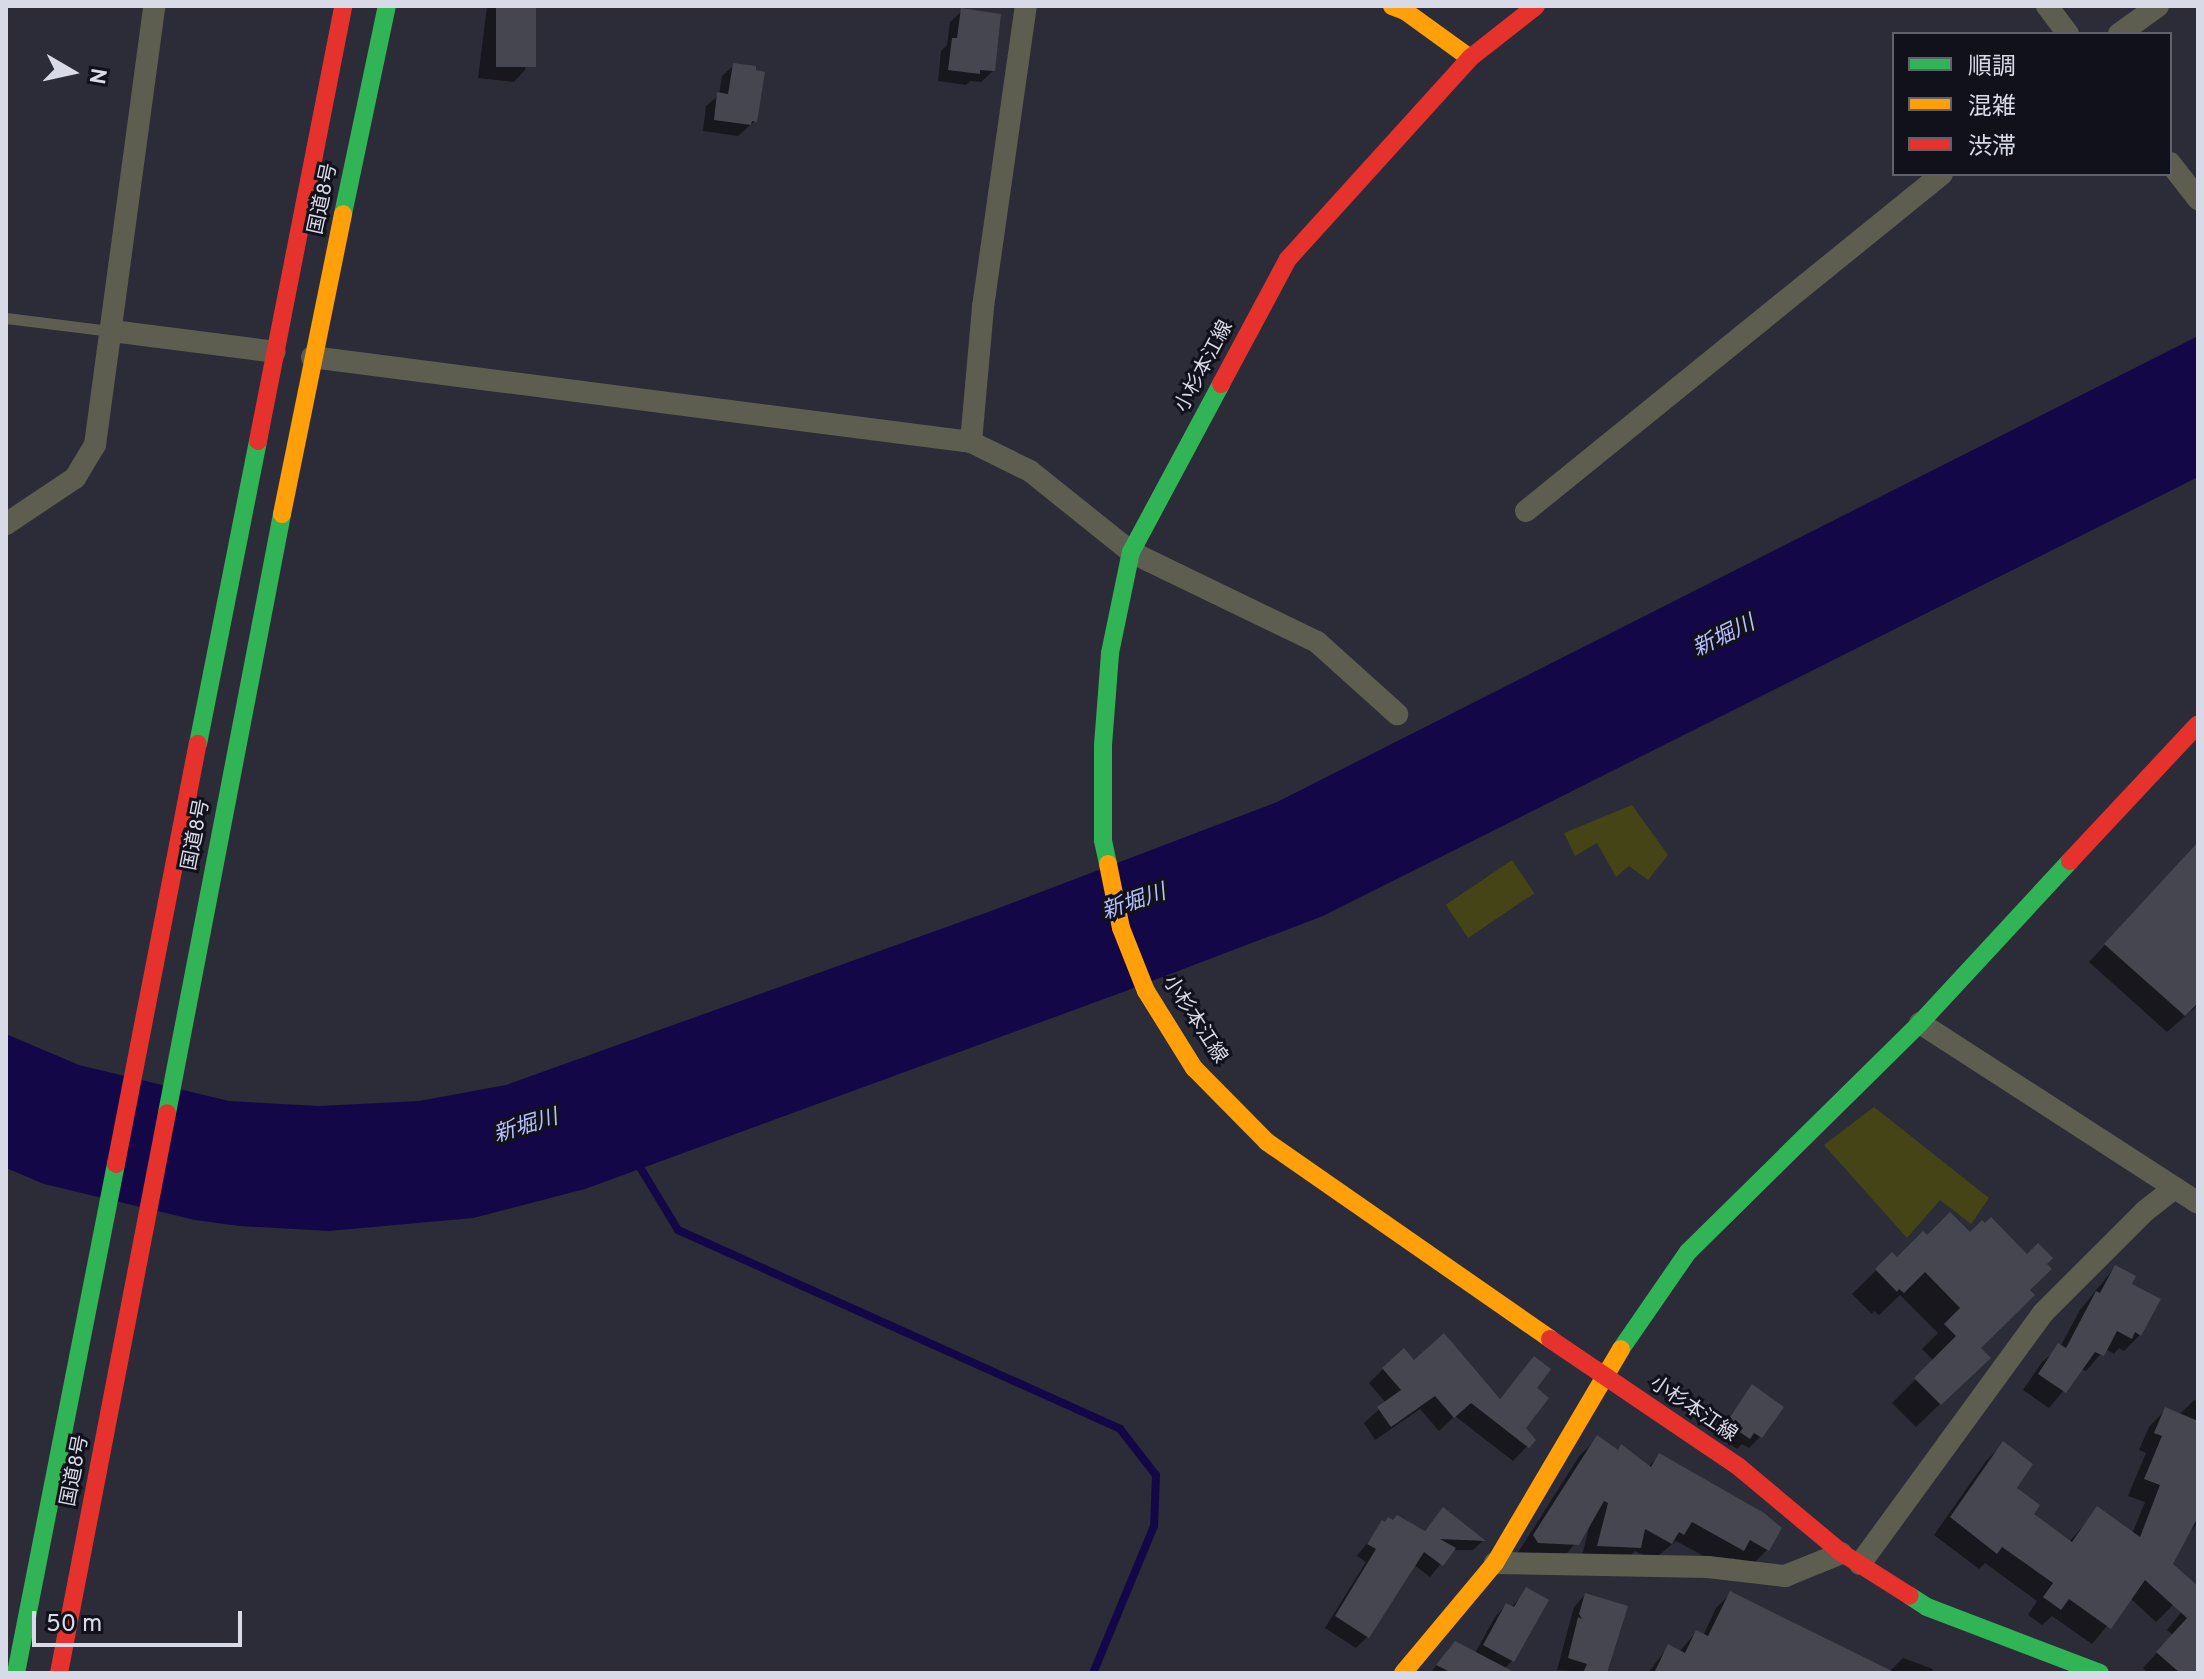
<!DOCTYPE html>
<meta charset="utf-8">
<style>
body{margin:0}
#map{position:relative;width:2204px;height:1679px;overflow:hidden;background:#2b2c37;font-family:Overpass,"Noto Sans JP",sans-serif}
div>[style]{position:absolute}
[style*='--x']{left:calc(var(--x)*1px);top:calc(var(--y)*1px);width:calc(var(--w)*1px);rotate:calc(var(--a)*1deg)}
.green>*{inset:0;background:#444417;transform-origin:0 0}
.water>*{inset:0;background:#140748}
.shadow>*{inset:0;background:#0007}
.stream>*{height:8px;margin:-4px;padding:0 4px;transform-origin:4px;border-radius:4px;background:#140748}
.building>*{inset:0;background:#454650;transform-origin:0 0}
.lane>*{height:11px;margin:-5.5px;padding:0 5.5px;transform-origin:5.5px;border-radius:5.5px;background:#5d5e50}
.street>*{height:22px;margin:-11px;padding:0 11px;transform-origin:11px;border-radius:11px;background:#5d5e50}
.fast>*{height:18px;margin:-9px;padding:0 9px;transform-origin:9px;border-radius:9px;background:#30b455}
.slow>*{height:18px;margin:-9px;padding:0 9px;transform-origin:9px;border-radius:9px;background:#ff9f0a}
.jam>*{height:18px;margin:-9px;padding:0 9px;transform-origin:9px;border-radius:9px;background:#e5322d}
span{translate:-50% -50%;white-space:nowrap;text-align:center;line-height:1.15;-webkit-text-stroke:6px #10111b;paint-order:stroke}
.street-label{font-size:20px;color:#d8dae8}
.water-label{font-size:22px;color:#b7befd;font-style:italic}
.frame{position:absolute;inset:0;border:8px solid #d8dae8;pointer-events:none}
.legend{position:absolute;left:1892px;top:32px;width:280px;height:144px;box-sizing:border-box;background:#10111b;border:2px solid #60616d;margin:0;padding:10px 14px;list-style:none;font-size:24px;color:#d8dae8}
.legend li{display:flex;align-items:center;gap:16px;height:40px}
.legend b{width:40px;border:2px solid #60616d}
.north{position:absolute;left:32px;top:32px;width:80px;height:80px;-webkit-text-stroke:6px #10111b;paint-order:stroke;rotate:99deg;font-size:22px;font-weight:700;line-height:32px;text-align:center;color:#d8dae8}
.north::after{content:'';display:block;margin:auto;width:28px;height:36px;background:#d8dae8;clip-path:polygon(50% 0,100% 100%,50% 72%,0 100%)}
.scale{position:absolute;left:32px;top:1611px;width:210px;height:36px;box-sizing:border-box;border:4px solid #d8dae8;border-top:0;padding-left:10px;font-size:24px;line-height:28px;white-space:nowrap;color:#d8dae8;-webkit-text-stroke:6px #10111b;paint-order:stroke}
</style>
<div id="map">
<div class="green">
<div style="clip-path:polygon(1632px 805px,1668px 855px,1648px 880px,1629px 866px,1616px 877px,1597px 843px,1575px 856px,1564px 833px)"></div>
<div style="left:1512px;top:860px;width:40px;height:80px;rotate:56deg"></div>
<div style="clip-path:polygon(1874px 1107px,1989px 1198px,1971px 1224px,1940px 1200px,1907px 1238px,1824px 1145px)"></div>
</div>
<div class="water">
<div style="clip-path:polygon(2198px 336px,2198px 477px,1323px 916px,1115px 995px,585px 1189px,473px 1218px,329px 1231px,239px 1226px,195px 1220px,44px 1184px,6px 1168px,6px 1034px,79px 1065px,229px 1101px,319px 1106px,419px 1101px,506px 1085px,991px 911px,1277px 802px)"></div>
</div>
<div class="shadow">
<div style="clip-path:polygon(487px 6px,534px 6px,525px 70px,514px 82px,478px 78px)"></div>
<div style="clip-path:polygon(962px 11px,993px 71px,981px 82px,970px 81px,966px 85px,938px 81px,941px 51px,947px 45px,950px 22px)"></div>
<div style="clip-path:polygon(734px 65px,755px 121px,738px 136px,703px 131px,706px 106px,719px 95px,722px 76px)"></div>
<div style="clip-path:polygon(2198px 844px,2198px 1005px,2167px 1032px,2089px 962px)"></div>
<div style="clip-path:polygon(1892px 1255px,1897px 1260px,2027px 1290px,1979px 1348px,1964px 1381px,1916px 1427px,1892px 1403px,1934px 1361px,1922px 1349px,1938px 1333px,1900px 1295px,1879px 1315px,1874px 1311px,1872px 1314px,1852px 1294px)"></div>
<div style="clip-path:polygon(2115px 1267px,2129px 1285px,2140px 1335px,2124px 1351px,2119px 1348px,2114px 1354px,2105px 1349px,2086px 1371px,2081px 1369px,2049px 1408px,2023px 1390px,2042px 1362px,2060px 1347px,2080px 1310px)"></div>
<div style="clip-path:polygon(1535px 1358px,1534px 1388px,1523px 1428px,1533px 1440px,1513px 1461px,1455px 1416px,1439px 1431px,1420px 1409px,1375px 1440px,1364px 1423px,1386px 1403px,1369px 1383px,1383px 1369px,1414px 1362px,1499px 1400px)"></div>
<div style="clip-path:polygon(1752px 1387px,1760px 1437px,1749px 1448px,1742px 1444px,1737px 1449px,1716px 1435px)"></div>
<div style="clip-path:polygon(2194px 1400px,2198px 1402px,2198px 1523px,2187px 1534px,2171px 1564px,2184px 1576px,2172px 1606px,2156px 1622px,2130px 1598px,2092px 1644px,2052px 1616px,2042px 1625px,2028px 1615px,2037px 1601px,1985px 1563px,1979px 1569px,1934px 1535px,1986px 1461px,2003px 1444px,2014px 1489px,2031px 1515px,2069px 1542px,2098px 1509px,2132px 1534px,2145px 1502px,2128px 1496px,2146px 1453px,2139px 1450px,2149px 1427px,2165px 1410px,2179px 1415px)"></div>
<div style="clip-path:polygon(1598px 1438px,1617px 1451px,1622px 1446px,1648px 1467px,1659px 1456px,1780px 1528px,1767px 1550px,1749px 1568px,1733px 1558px,1724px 1567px,1676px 1541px,1653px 1560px,1635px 1551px,1621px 1565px,1580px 1563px,1590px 1524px,1560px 1562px,1517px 1554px,1580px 1455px)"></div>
<div style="clip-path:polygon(1443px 1510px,1484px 1540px,1473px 1550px,1452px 1550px,1430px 1577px,1413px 1564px,1367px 1637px,1356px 1648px,1325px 1628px,1366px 1562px,1357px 1556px,1382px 1523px,1424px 1532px)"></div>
<div style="clip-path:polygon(1526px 1590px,1512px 1661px,1501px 1672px,1430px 1673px,1455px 1643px,1475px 1653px,1495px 1617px,1506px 1605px,1511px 1608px)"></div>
<div style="clip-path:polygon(2198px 1591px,2198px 1673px,2148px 1673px,2143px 1668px,2173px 1635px,2167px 1630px)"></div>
<div style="clip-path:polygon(1731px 1593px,1889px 1672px,1903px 1658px,1933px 1669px,1931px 1673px,1648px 1673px,1668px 1647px,1679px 1652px,1696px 1632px,1703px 1636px,1716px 1608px)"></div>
<div style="clip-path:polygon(1585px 1595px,1603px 1673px,1557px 1670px,1574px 1607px)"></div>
</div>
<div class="stream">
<div style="--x:635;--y:1159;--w:83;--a:58.8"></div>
<div style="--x:678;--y:1230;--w:485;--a:24.2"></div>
<div style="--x:1120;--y:1429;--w:58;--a:52"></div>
<div style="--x:1156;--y:1475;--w:51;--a:92.2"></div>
<div style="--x:1154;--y:1526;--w:159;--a:112.5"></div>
</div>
<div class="building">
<div style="left:496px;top:6px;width:40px;height:61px"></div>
<div style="clip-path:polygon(961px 8px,1001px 14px,995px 71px,980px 70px,980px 74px,948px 70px,952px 38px,957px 38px)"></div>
<div style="clip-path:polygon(733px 63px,756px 66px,756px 70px,765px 72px,757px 122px,752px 121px,751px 125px,714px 120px,717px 92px,728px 94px)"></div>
<div style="clip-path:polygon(2198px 842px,2198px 1003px,2185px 1016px,2104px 944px)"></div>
<div style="clip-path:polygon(1950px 1212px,1970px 1232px,1982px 1220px,1985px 1223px,1991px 1217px,2027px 1254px,2038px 1243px,2053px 1258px,2047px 1264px,2052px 1269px,2030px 1290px,2035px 1295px,1981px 1348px,1991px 1358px,1941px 1405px,1914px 1378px,1956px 1336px,1944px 1324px,1960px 1308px,1925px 1272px,1904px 1293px,1899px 1289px,1897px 1292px,1875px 1269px,1892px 1252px,1897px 1257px,1923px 1231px,1927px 1235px)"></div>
<div style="clip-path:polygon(2115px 1265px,2136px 1276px,2132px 1284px,2161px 1299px,2141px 1336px,2135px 1332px,2132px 1339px,2117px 1331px,2104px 1356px,2095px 1352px,2066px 1393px,2038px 1374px,2058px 1343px,2066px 1348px,2096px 1291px,2100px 1293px)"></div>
<div style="clip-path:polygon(1444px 1333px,1500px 1399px,1534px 1356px,1551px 1369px,1537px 1388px,1549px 1398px,1526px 1428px,1536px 1440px,1529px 1448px,1471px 1403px,1454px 1418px,1435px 1396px,1391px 1427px,1377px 1407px,1401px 1390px,1382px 1368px,1404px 1348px,1414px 1360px)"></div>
<div style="clip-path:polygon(1752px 1384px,1784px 1407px,1762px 1438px,1754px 1433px,1750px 1439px,1726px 1423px)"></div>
<div style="clip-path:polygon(2165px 1407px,2198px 1421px,2198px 1517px,2173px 1564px,2198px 1586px,2198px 1673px,2180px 1673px,2156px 1652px,2187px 1618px,2145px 1580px,2111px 1629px,2069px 1599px,2061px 1610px,2043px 1597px,2053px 1583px,2002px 1547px,1997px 1554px,1950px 1517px,2003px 1441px,2033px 1464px,2017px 1488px,2040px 1505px,2034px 1514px,2072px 1542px,2097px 1506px,2140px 1537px,2160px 1485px,2144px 1479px,2162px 1436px,2154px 1433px)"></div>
<div style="clip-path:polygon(1597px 1435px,1618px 1450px,1621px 1444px,1651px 1467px,1659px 1453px,1764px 1513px,1782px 1528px,1769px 1551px,1750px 1540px,1744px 1551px,1692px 1522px,1684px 1535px,1679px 1532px,1672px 1544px,1645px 1529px,1641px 1548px,1597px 1546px,1608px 1503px,1604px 1501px,1579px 1545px,1538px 1543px,1533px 1535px)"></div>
<div style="clip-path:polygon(1443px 1507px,1486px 1541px,1440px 1539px,1456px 1548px,1443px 1566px,1424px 1552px,1369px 1638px,1335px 1616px,1376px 1549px,1367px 1544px,1382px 1520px,1385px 1522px,1388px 1517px,1393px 1520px,1397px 1515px,1425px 1531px)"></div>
<div style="clip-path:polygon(1526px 1587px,1549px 1600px,1514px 1662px,1483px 1645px,1506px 1603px,1514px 1607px)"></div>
<div style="clip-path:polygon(1730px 1591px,1780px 1616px,1896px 1673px,1654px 1673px,1668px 1644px,1685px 1653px,1696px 1630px,1708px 1636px)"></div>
<div style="clip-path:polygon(1585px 1593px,1628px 1606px,1607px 1673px,1583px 1673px,1587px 1664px,1568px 1658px,1578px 1617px,1582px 1619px,1579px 1614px)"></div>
<div style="clip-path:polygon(1455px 1641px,1516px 1673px,1452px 1673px,1436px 1665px)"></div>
</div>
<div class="lane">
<div style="--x:6;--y:318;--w:106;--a:7.1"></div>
</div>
<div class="street">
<div style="--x:2047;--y:6;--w:35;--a:53"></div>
<div style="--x:2119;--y:34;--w:48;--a:-35.7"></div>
<div style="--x:2170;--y:163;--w:46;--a:52.1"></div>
<div style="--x:112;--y:331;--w:164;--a:7.3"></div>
<div style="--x:312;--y:357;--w:664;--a:7.35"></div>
<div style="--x:971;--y:442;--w:66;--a:26.2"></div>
<div style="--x:1030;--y:471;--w:129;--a:38.7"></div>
<div style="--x:1131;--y:552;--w:207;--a:25.8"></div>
<div style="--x:1317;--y:642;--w:108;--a:42"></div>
<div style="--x:971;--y:442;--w:136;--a:-84.9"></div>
<div style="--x:983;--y:307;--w:304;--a:-81.9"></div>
<div style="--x:1526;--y:511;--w:535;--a:-39.01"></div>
<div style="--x:6;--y:524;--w:83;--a:-33.7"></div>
<div style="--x:75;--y:478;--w:39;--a:-59"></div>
<div style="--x:95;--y:445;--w:443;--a:-82.3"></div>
<div style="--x:1920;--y:1023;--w:331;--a:32.9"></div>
<div style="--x:1495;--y:1563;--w:213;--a:1.1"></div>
<div style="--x:1708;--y:1567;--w:78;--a:6.7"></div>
<div style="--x:1785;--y:1576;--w:61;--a:-22"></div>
<div style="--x:1860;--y:1564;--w:311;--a:-53.9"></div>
<div style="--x:2043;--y:1313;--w:144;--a:-45"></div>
<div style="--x:2145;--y:1211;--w:37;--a:-38"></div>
</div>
<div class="fast">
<div style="--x:343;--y:214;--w:213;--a:-78.1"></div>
<div style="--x:198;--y:744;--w:309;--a:-78.8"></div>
<div style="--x:1108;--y:864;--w:25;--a:-102"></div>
<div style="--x:1103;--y:840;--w:95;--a:-90"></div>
<div style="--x:1103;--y:745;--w:92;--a:-85.6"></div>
<div style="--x:1110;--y:653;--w:103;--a:-78.3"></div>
<div style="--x:1131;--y:552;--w:191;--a:-61.8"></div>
<div style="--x:167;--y:1113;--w:610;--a:-79.13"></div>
<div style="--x:1621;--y:1349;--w:118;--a:-55.4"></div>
<div style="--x:1688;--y:1252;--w:326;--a:-44.6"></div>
<div style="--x:1920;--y:1023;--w:221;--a:-47.2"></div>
<div style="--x:1910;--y:1596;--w:20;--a:33"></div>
<div style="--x:1927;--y:1607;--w:185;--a:20.9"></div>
<div style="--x:16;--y:1673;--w:519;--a:-78.89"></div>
</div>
<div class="slow">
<div style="--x:1392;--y:6;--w:14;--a:21"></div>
<div style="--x:1405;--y:11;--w:80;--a:35.9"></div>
<div style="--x:282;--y:514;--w:306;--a:-78.5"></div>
<div style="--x:1108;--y:864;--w:65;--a:78.5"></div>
<div style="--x:1121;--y:928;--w:68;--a:68.4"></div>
<div style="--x:1146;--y:991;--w:91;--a:58.1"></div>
<div style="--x:1194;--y:1068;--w:104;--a:45.4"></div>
<div style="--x:1267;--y:1142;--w:345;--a:34.8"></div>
<div style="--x:1403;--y:1673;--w:143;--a:-50.1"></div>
<div style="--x:1495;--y:1563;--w:248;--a:-59.5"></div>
</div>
<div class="jam">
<div style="--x:1221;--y:384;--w:142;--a:-61.8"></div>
<div style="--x:1288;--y:259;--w:271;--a:-47.8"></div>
<div style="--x:1470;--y:58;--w:84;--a:-38.2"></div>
<div style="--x:258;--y:441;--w:443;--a:-78.9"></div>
<div style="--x:2070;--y:861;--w:187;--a:-46.9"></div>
<div style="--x:116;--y:1164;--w:428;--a:-79"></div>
<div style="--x:1550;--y:1339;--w:228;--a:34.1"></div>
<div style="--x:1739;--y:1467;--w:134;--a:39.9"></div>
<div style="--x:1842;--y:1553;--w:80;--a:32.3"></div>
<div style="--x:59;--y:1673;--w:570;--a:-79.08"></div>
</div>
<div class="street-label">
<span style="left:324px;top:199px;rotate:-78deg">国道8号</span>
<span style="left:1205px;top:367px;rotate:-62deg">小杉本江線</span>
<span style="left:197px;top:835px;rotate:-79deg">国道8号</span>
<span style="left:1194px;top:1020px;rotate:57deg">小杉本江線</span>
<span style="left:1693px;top:1410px;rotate:34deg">小杉本江線</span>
<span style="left:76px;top:1471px;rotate:-79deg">国道8号</span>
</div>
<div class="water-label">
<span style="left:1724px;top:637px;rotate:-26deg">新堀川</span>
<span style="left:1134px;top:903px;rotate:-19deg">新堀川</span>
<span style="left:526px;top:1127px;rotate:-17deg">新堀川</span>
</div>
<div class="frame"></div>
<ul class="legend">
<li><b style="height:10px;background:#30b455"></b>順調</li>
<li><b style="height:10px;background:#ff9f0a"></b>混雑</li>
<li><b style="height:10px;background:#e5322d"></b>渋滞</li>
</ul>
<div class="north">N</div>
<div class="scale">50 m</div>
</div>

> _Exercise directions_
If a line above holds the string "green", copy it out.

> _Result of this exercise_
.green>*{inset:0;background:#444417;transform-origin:0 0}
<div class="green">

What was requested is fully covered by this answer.